O fim das negociações havia sido anunciado na noite de terça por fontes do governo colombiano que acompanham as negociações em Havana, onde, desde a semana passada equipes das Farc e de Bogotá estão reunidas para fechar questões que ficaram pendentes dos seis pontos da agenda de diálogos.
Os pontos mais importante que faltavam ser alinhados eram o momento em que a anistia seria concedida aos guerrilheiros que não cometeram crimes graves, as condições da participação política dos chefes da guerrilha e o modelo de reincorporação dos combatentes rebeldes à sociedade. O chefe negociador das Farc, Luciano Marín Arango, conhecido como “Iván Márquez”, afirmou que foi ganha “a mais bonita de todas as batalhas” com o acordo definitivo de paz. “Creio que ganhamos a mais bonita de todas as batalhas, a da paz da Colômbia”, declarou Márquez, número 2 das Farc.
Durante as horas que antecederam o anúncio do acordo final de paz, que vinha sendo negociado desde novembro de 2012, os dois lados da mesa de negociações se pronunciaram com otimismo. “Um país onde as crianças podem crescer sem medo e com esperança está muito próximo”, disse o presidente colombiano, Juan Manuel Santos, no evento Imaginem Uma Colômbia de Paz, realizado em uma escola de Bogotá.
Pelo lado das Farc, desde as primeiras horas de ontem, o líder da guerrilha, Rodrigo Londoño-Echeverry, conhecido como Timochenko, comemorava o pacto. “Estamos às portas de importantes anúncios que nos aproximam do acordo final”, escreveu no Twitter.
Com todos os pontos da agenda de negociação definidos, os chefes guerrilheiros deverão voltar à Colômbia para informar as tropas sobre os detalhes do acordo, no que será a última conferência das Farc como guerrilha armada.
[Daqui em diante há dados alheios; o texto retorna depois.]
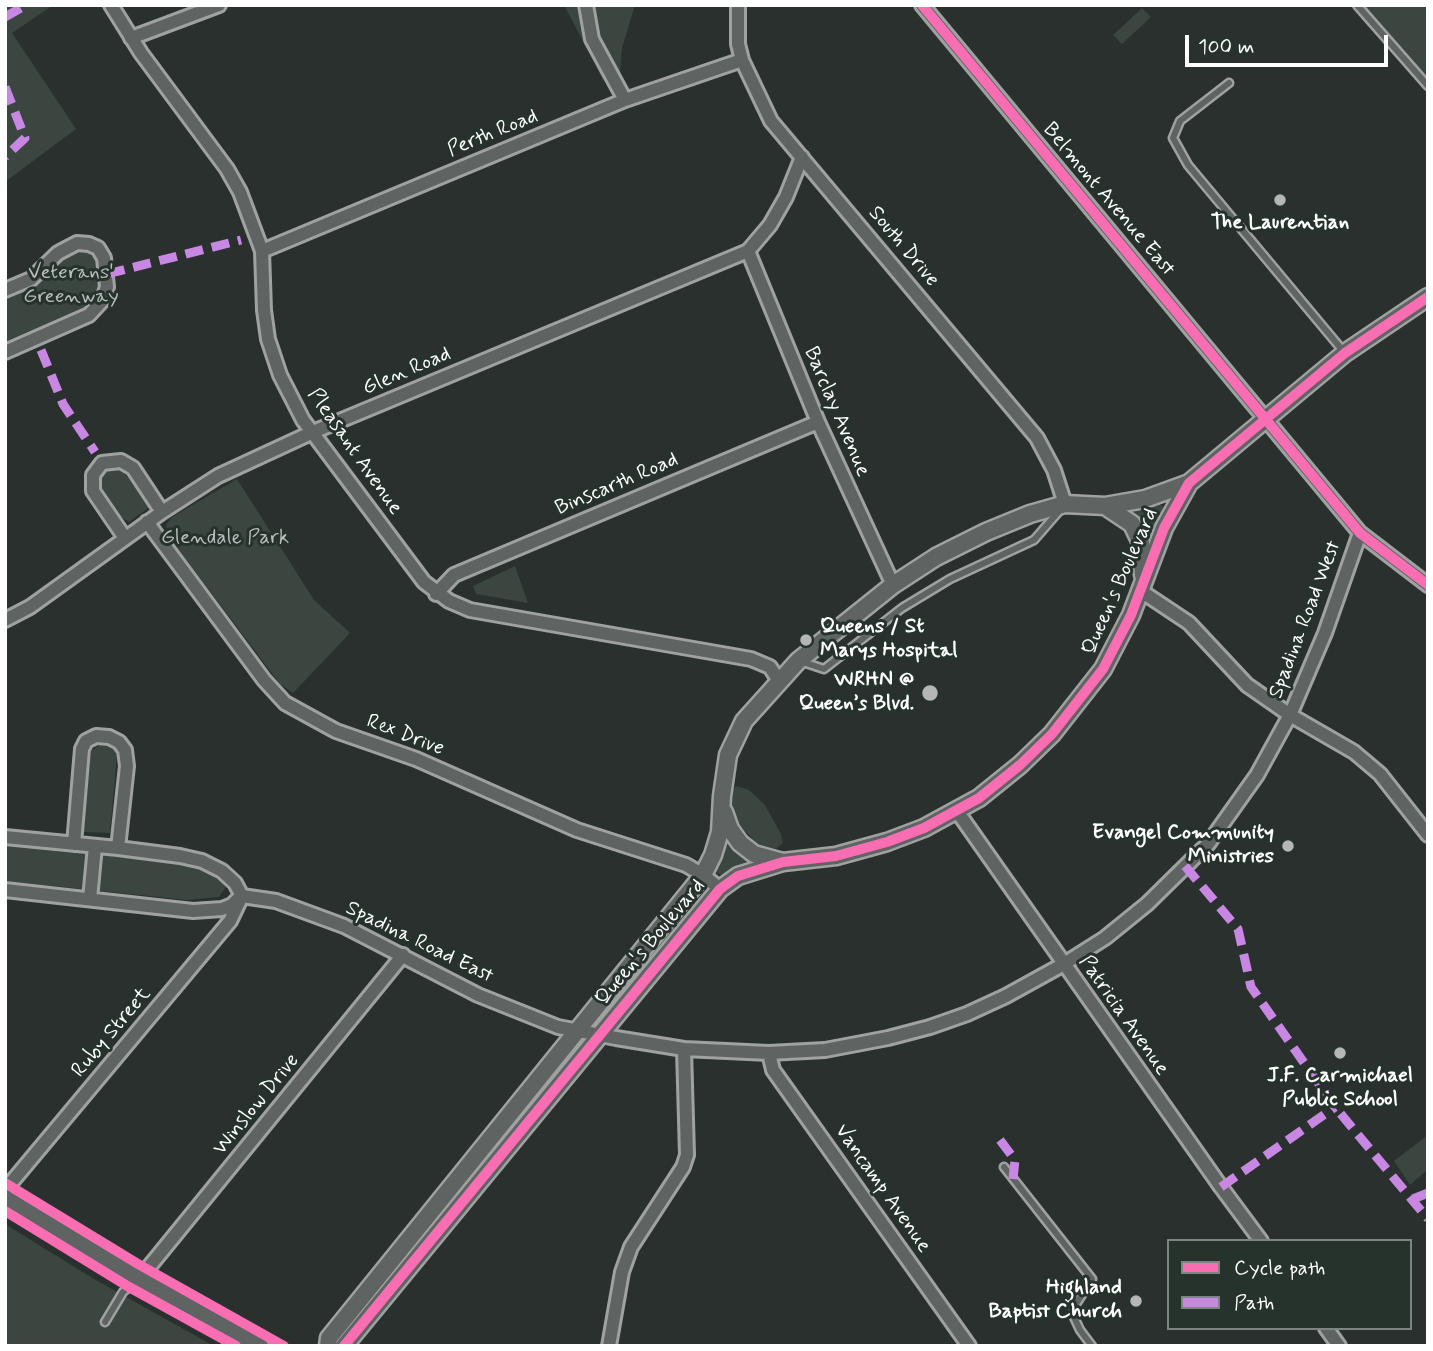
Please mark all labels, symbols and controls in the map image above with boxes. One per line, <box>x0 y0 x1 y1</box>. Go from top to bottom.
scale bar <box>1188 21 1391 65</box>
text: 100 m <box>1198 33 1254 61</box>
street label: Perth Road <box>444 104 542 164</box>
street label: Belmont Avenue East <box>1036 118 1180 282</box>
marker: The Laurentian <box>1272 192 1288 208</box>
street label: South Drive <box>862 202 944 292</box>
place label: The Laurentian <box>1211 211 1349 237</box>
park label: Veterans' Greenway <box>23 261 119 311</box>
street label: Glen Road <box>359 342 455 402</box>
street label: Barclay Avenue <box>797 343 875 481</box>
street label: Pleasant Avenue <box>301 384 407 520</box>
street label: Binscarth Road <box>552 448 682 522</box>
street label: Queen's Boulevard <box>1077 505 1165 659</box>
park label: Glendale Park <box>161 526 289 552</box>
street label: Spadina Road West <box>1264 537 1348 703</box>
place label: Queens / St Marys Hospital <box>820 615 957 665</box>
marker: Queens / St Marys Hospital <box>798 632 814 648</box>
place label: WRHN @ Queen’s Blvd. <box>799 668 914 718</box>
marker: WRHN @ Queen’s Blvd. <box>920 683 940 703</box>
street label: Rex Drive <box>363 710 447 762</box>
place label: Evangel Community Ministries <box>1092 821 1274 871</box>
marker: Evangel Community Ministries <box>1280 838 1296 854</box>
street label: Queen's Boulevard <box>591 874 711 1012</box>
street label: Spadina Road East <box>341 896 497 990</box>
street label: Patricia Avenue <box>1072 951 1174 1081</box>
street label: Ruby Street <box>67 983 157 1083</box>
marker: J.F. Carmichael Public School <box>1332 1045 1348 1061</box>
street label: Winslow Drive <box>208 1049 306 1161</box>
place label: J.F. Carmichael Public School <box>1267 1064 1413 1114</box>
street label: Vancamp Avenue <box>828 1120 936 1258</box>
legend <box>1167 1239 1412 1330</box>
text: Cycle path <box>1234 1254 1325 1282</box>
place label: Highland Baptist Church <box>989 1276 1122 1326</box>
text: Path <box>1234 1289 1274 1317</box>
marker: Highland Baptist Church <box>1128 1293 1144 1309</box>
As tropas devem ratificar as decisões para que o acordo seja então assinado – em cerimônia que deve ocorrer na Colômbia dentro de duas semanas, segundo fontes próximas às negociações.
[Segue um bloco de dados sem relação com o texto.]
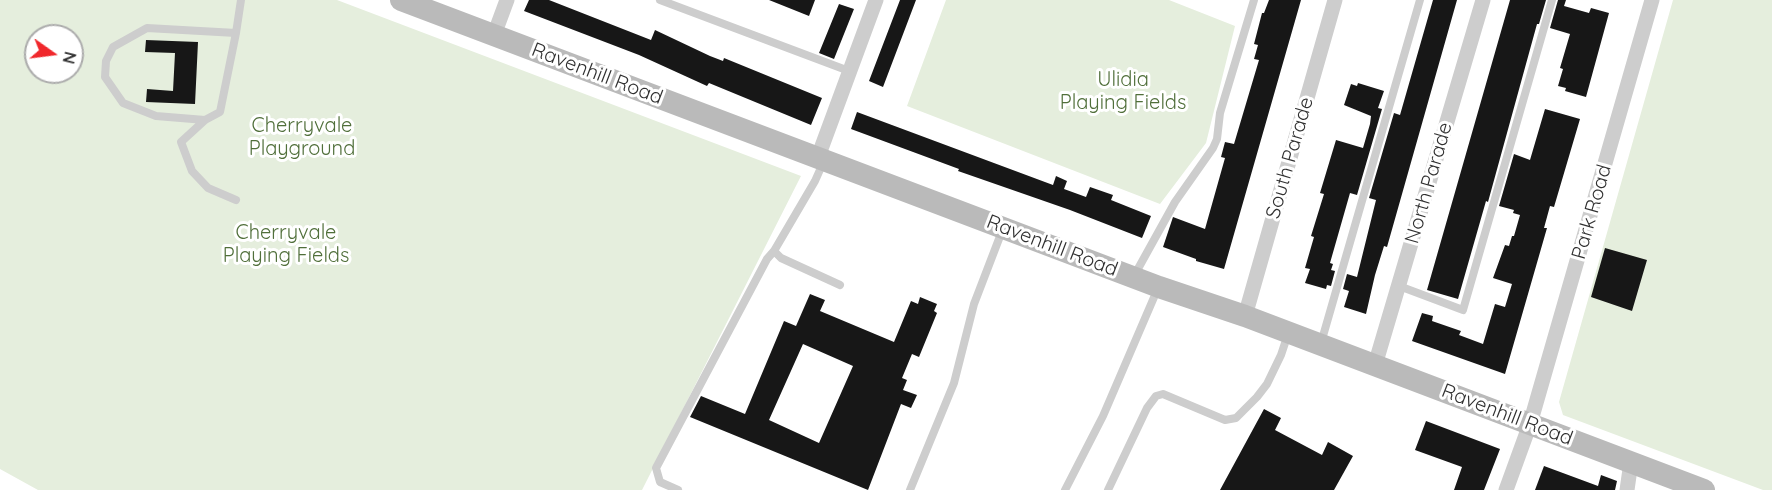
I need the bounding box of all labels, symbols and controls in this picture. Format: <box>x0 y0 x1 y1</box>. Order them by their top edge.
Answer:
north arrow <box>24 24 84 84</box>
street label: Ravenhill Road <box>528 38 666 110</box>
text: N <box>58 50 81 66</box>
park label: Ulidia Playing Fields <box>1060 68 1186 115</box>
street label: South Parade <box>1261 94 1319 222</box>
park label: Cherryvale Playground <box>249 114 355 161</box>
street label: North Parade <box>1400 120 1458 246</box>
street label: Park Road <box>1567 162 1617 262</box>
street label: Ravenhill Road <box>983 210 1121 282</box>
park label: Cherryvale Playing Fields <box>223 221 349 268</box>
street label: Ravenhill Road <box>1438 379 1576 451</box>

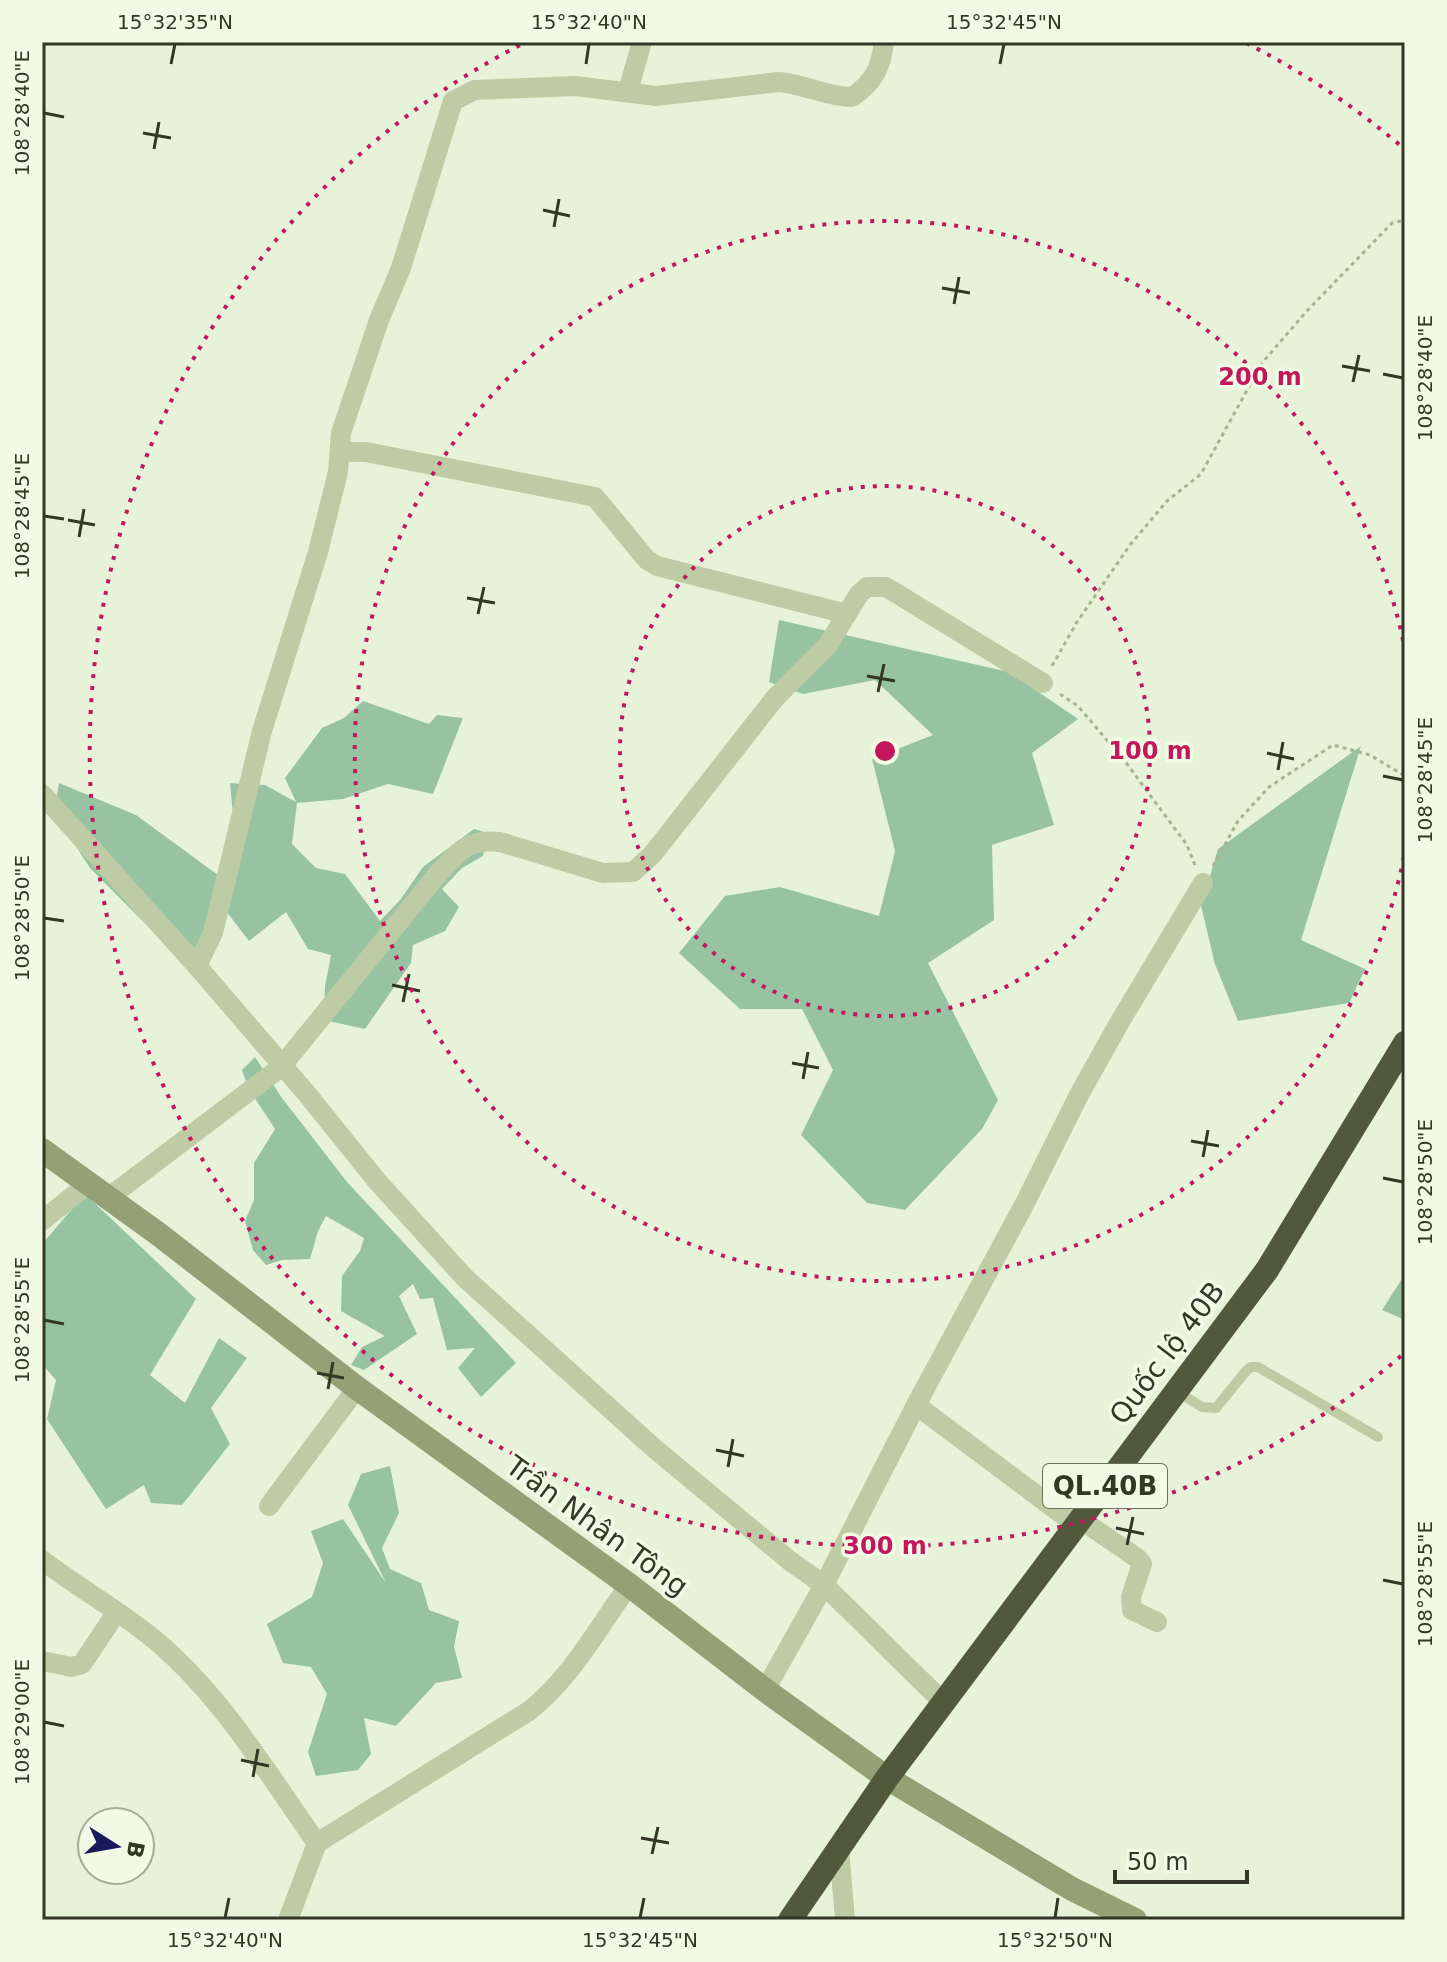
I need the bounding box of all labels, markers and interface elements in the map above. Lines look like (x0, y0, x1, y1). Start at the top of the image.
text: 15°32'35"N (117, 10, 233, 34)
text: 15°32'40"N (531, 10, 647, 34)
text: 15°32'45"N (946, 10, 1062, 34)
text: 108°28'40"E (10, 50, 34, 176)
text: 108°28'40"E (1413, 315, 1437, 441)
text: 200 m (1218, 363, 1302, 391)
text: 108°28'45"E (10, 453, 34, 579)
text: 108°28'45"E (1413, 717, 1437, 843)
centre of rings (871, 737, 899, 765)
text: 100 m (1108, 737, 1192, 765)
text: 108°28'50"E (10, 855, 34, 981)
text: 108°28'50"E (1413, 1119, 1437, 1245)
text: 108°28'55"E (10, 1257, 34, 1383)
street label: Quốc lộ 40B (1103, 1275, 1231, 1431)
street label: Trần Nhân Tông (499, 1448, 694, 1603)
road number: QL.40B (1043, 1464, 1167, 1508)
text: 108°28'55"E (1413, 1521, 1437, 1647)
text: 300 m (843, 1532, 927, 1560)
text: 108°29'00"E (10, 1659, 34, 1785)
north arrow (76, 1806, 156, 1886)
scale bar (1115, 1834, 1247, 1884)
text: B (121, 1839, 149, 1860)
text: 50 m (1127, 1848, 1189, 1876)
text: 15°32'40"N (167, 1928, 283, 1952)
text: 15°32'45"N (582, 1928, 698, 1952)
text: 15°32'50"N (997, 1928, 1113, 1952)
Referendo. Após a publicação do acordo de paz, o governo pode convocar o referendo - marcado para 2 de outubro - que para que a população aceite ou não os termos acertados entre as duas partes. A maioria das pesquisas de opinião indica que os colombianos devem endossar o pacto. Segundo a lei colombiana estabeleceu, uma vez fechados, os textos serão enviados ao Congresso para a realização da consulta.
Apesar do que mostra a maioria das pesquisas, o acordo é malvisto por parcela importante da população, capitaneada pelo ex-presidente Álvaro Uribe, que defende uma vitória militar contra a guerrilha e se opõe a alguns pontos do acordo de desmobilização. O ex-presidente, de partido opositor ao de Santos, alega que assinar a paz com as Farc significa deixar os guerrilheiros impunes.
A maioria dos analistas acredita que o acordo deve contribuir para a economia do país, principalmente nos setores de investimentos e turismo, com um acréscimo no PIB que pode variar de 0,3% a 1% do PIB. Mas, para ser endossado pela população, é preciso que não haja dúvidas sobre o processo de desarmamento da guerrilha.
“Se você tem uma melhora na segurança, o investimento externo e o interno aumentam”, disse a analista Sabine Kurtenbach, do Instituto Giga. “Algumas regras previstas no tratado, como a questão de terras, podem ajudar a economia colombiana.”
A paz com as Farc não garante o fim da violência na Colômbia, uma vez que as conversas do governo com outro grupo guerrilheiro, o Exército de Libertação Nacional (ELN), estão paradas e há relatos de que gangues derivadas de grupos paramilitares de direita assumiram algumas rotas do narcotráfico.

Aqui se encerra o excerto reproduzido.